Once an Eagle
Yet he was here at last, in the private living quarters of this sly, ingenuous, epicene, harsh Khotianese soldier who was still watching him politely and implacably. Footsore, half-stupefied with heat and exhaustion, fighting the pain of gastroenteritis with every breath, willing his sphincter to hold, his nausea to subside, he was here nonetheless; and he would not give up on it now.
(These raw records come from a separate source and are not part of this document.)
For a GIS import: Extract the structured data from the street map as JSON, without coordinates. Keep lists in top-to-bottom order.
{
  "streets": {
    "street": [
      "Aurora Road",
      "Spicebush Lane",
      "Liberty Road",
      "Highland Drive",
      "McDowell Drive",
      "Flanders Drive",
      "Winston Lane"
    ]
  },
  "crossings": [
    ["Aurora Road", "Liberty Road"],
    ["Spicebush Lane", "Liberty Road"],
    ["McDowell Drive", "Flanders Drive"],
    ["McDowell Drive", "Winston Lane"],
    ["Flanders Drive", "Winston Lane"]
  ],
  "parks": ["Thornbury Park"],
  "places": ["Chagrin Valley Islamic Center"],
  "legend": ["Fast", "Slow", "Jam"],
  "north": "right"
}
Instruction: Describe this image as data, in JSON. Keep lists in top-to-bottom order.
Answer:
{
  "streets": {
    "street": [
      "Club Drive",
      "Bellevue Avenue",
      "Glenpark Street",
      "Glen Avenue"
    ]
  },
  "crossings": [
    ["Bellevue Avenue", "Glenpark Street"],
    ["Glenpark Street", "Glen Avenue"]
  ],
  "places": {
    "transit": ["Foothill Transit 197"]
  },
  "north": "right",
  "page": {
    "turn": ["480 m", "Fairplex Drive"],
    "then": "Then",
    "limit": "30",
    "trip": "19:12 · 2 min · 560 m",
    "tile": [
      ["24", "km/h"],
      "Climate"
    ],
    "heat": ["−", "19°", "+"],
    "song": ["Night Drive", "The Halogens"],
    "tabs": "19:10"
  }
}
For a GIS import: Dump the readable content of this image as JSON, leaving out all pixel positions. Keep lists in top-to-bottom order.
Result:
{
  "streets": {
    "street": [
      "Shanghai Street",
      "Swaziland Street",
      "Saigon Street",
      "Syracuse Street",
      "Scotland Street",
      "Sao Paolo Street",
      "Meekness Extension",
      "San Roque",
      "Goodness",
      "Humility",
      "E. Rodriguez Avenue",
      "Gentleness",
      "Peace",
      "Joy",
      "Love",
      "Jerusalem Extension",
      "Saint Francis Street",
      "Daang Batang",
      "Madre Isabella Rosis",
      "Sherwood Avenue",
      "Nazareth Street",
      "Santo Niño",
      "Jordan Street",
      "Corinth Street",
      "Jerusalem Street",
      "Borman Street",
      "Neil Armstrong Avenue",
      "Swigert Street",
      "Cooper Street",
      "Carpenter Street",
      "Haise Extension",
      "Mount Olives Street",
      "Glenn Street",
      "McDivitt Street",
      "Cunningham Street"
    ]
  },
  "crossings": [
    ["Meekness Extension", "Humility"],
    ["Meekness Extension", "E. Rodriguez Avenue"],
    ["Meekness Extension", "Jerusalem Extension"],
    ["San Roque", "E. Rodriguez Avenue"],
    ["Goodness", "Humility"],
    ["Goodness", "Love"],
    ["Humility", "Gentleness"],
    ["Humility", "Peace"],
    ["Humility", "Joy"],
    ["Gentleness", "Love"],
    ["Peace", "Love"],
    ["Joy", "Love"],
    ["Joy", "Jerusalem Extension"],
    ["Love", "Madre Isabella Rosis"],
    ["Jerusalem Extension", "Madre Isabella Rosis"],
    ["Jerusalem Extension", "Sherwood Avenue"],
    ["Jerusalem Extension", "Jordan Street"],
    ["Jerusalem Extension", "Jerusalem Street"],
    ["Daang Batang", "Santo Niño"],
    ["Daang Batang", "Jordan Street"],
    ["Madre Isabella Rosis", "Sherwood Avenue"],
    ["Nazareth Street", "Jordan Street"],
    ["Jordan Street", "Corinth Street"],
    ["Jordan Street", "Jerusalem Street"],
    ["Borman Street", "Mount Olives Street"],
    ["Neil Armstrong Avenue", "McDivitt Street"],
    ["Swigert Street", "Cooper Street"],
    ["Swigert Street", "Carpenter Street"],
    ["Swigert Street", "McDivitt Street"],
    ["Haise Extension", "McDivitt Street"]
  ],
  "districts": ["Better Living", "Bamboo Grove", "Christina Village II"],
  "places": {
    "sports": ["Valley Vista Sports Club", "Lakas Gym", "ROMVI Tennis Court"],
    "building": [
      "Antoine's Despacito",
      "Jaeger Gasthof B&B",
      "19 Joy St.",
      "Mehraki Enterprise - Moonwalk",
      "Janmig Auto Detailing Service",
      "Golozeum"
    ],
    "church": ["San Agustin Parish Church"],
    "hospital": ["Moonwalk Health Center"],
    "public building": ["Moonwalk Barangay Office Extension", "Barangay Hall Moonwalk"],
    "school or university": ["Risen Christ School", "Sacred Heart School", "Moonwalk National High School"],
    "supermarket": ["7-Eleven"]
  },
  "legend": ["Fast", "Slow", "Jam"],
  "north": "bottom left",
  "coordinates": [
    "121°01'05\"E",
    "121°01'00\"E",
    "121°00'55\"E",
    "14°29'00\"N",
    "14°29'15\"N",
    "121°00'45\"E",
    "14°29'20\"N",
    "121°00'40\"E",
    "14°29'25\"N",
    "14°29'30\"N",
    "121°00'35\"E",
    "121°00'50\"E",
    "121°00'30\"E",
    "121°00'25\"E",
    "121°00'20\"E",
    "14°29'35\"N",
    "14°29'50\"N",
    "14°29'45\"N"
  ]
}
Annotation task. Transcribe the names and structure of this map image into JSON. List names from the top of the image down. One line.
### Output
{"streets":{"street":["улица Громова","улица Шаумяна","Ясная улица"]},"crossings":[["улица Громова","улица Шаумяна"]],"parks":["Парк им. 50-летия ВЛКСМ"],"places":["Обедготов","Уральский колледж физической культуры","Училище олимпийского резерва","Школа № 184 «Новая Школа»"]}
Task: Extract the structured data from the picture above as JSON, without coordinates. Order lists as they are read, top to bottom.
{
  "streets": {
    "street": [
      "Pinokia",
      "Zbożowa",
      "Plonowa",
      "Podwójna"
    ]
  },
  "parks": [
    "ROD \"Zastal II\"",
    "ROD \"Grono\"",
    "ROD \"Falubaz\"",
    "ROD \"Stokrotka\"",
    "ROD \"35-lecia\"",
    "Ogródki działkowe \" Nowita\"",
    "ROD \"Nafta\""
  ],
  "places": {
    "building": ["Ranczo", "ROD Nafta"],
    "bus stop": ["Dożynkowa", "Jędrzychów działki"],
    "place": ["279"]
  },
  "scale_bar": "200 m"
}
With the quick, unhesitant prescience he had known ever since his boyhood he could sense the importance of this moment—the concurrence of forces bent on a collision course. The civil war intensifying in fury, COMMACK pressing for increased participation (whatever that meant in this wilderness of mountains and delta), those three Nationalist divisions near the border, and this astonishing, mercurial, very determined little man. All these rivers rushing pell-mell together and here he was, in midchannel—in a role for which he was ill prepared, to put it mildly. Bitter tea.
“—I want to find out the truth,” he heard himself say with surprising vehemence.
The Khotianese straightened, raised his chin and looked very hard at him for several seconds. “The truth,” he echoed softly; but there was no mockery in his voice. “Well. And what will you do with that truth when you find it?”
“I will act on it.”
“Even if it should happen to be in conflict with the desires of your government?”
Now it was Damon’s turn to stiffen and stare. This man was not what he’d thought he was at all. “Yes,” he said quietly, after a pause. “If I am convinced that it is the truth. Yes.”
There was a silence, dominated by the squattering thunder of the endless rain. Hoanh’s eyes had not left his face. “Perhaps you would,” he said finally. “Perhaps you do really want the truth. You are certainly a most singular American general … Very well, I will tell you the truth,” he went on rapidly, “some of it. You know a good many things, I imagine. You have been well briefed, and I have the feeling there was not too much that the briefing could tell you. Certain things, that is. You probably know about the war against the Japanese in the Beng Lau and the work of your OSS agents, and the formation of the Hai Minh and the War of Liberation; you may even know that when the Japanese came the big landlords fled to Calcutta and Karachi and Nice—and that when the Japanese left they came back and claimed their holdings.”
“Yes, I knew that.”
“But did you know that they demanded backtaxes of the peasants who had stayed and suffered under the Japanese? Yes!—taxes retroactive to the day they slipped away to comfort and idleness? Make no mistake: I am of the mandarin class, and the peasants were never any of my concern. But I would not leave my country. And when my brother came back and took part in this vicious demand I told him: ‘You are not fit to be a Khotianese. Leave this land in three days or I will not answer for your life.’ And for that I was a traitor to my country. I, who have led an assault on Lap Ke through the rockets and artillery fire, who have hung to the side of a chuluc in the Hong Cua, while my men sank all around me and the water turned pink with our blood … Yes, and did you know that when Vu Khoi came to power, his people rounded up all those who had fought in the War of Liberation and shot some out of hand, and sent others to Dao Ba Mun, to the terrible French fortress where so many of us had died for a hundred years? That is new to your ears, is it not? To have fought the French is treason now. Why? As for me, I dislike the Communists: to give over one’s mind to a series of ideas without question is odious. I was reared to study and reflection and I am skeptical of all panaceas, all quick and easy solutions, from whatever quarter. But some of the things they are willing to die for have an undeniable appeal: Khotiane for the Khotianese. Land to those who till it. I like those thoughts.”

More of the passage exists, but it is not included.